I considered using 1 event emitter for all stream events, and indexing each event by the stream ID, but it seemed more idiomatic to just create separate EventTarget object for each stream, and then the event names become easier to work with.

Now the UDP socket is an EventEmitter in NodeJS. But quiche's streams are not actually event emitters. So we have to create an events object for each stream to bridge this data flow.

If everything was an observable, this could probably be done in a higher order way... transforming socket events into an observable..., then passing it into a transformer/demuxer pipeline which then goes to multiple web streams. But I'm going to avoid using any rxjs magic here and just use plain old JS stuff to be portable.

The pause and resume is used for controlling the backpressure on the quiche stream. If we are pausing, it means we stop reading from the quiche stream. As soon as we resume, we must immediately attempt to read from the quiche stream. If there's nothing to be read, that's fine we just wait for the next event which will trigger some data.


Integrating this back into the QUIC structure above, allows the message handler to basically create EventTarget objects and emit events on them for subsequent processing. So there will be some side-effects going on in this code base... That will be what our // handle readable streams is really doing.

CMCDragonkai commented 1 year ago

For the writable side, it's a bit simpler. We only need to provide the write handler which will plumb the data back into a QUIC stream with connection.streamSend.

this.writable = new WritableStream({
  write(chunk) {
    // Replace this with `streamSend`
    console.log(chunk);
  }
});

Finally the entire QUICStream object can be constructed in one of 2 ways:

  1. Upon receiving a connection - and the creation of new streams
  2. When starting a new stream to specific connection

Because 1. is a "push based dataflow", it would make sense to provide a higher-order handler that is called upon the creation of a new stream.

// Receiving a new stream
quic.on('stream', handleStream);

// Start a new stream to some connection
const stream = quic.streamStart();

Interestingly push-based dataflow ultimately look like event handlers.

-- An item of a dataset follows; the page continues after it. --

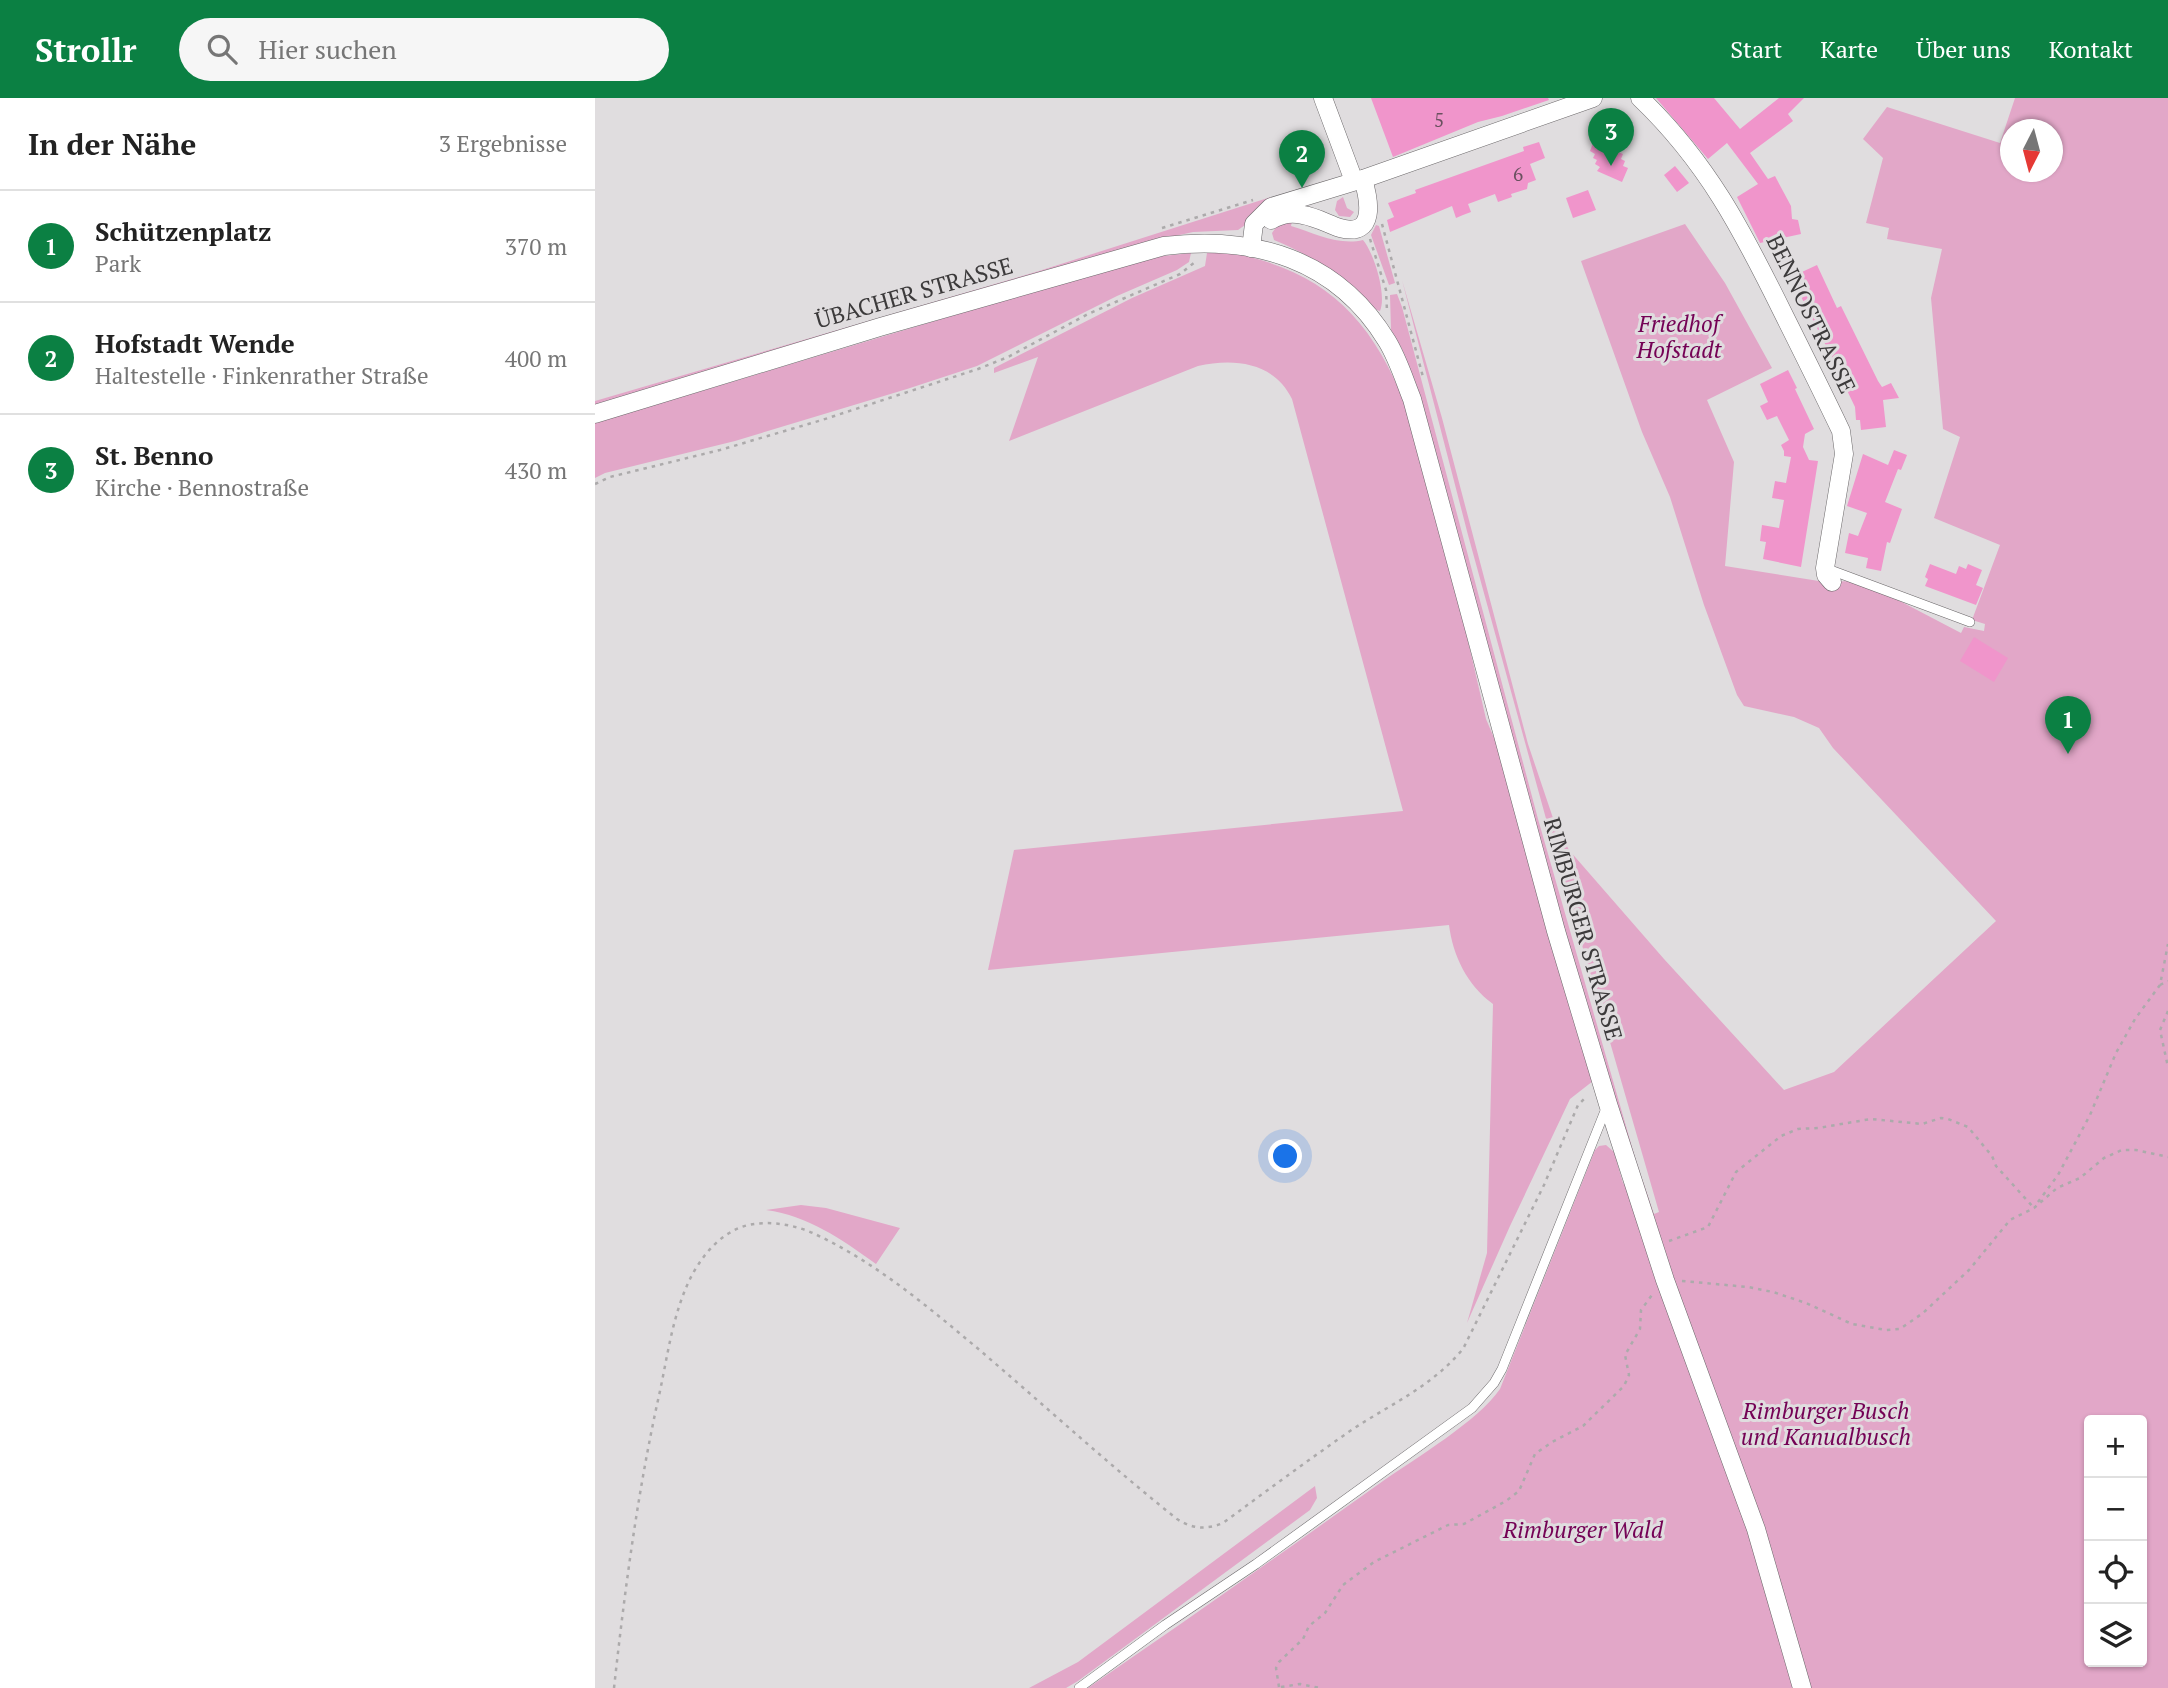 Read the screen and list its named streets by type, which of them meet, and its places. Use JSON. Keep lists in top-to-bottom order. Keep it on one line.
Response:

CMCDragonkai commented 1 year ago

Thinking about the event architecture more https://github.com/MatrixAI/js-quic/issues/1#issuecomment-1343746712, there are more events than just the UDP socket event. We will need to attach an event handler for all of those possible events together. To do that we should be able to "create" a QUICServer instance that internally attaches event handlers to all those possible events.

CMCDragonkai commented 1 year ago

Important to remember that event emitters and event targets are fully synchronous. They are not async pub/sub. Which can be different from observables.

CMCDragonkai commented 1 year ago

Discovered a bug with napi-rs: https://github.com/napi-rs/napi-rs/issues/1390. Need to make sure where we have factory methods, we don't use [#napi(constructor)] macro on top of the struct itself.

CMCDragonkai commented 1 year ago

I've made a start on QUICServer class. It currently extends the EventTarget so I can make it similar to other nodejs objects that emit events, but I didn't want to use EventEmitter so it can be portable to other runtimes later.

This class will have a number of protected handlers, each which will be attached to all the possible events that may occur in the process of running QUIC.

Furthermore, the binding to a host is worked out, by using ip-num to determine whether the host is IPv4 or IPv6 and defaulting to IPv4 if it is a host name. The binding may still fail, so we need to race towards a possible failure.

Then we get the resolved host and port as properties.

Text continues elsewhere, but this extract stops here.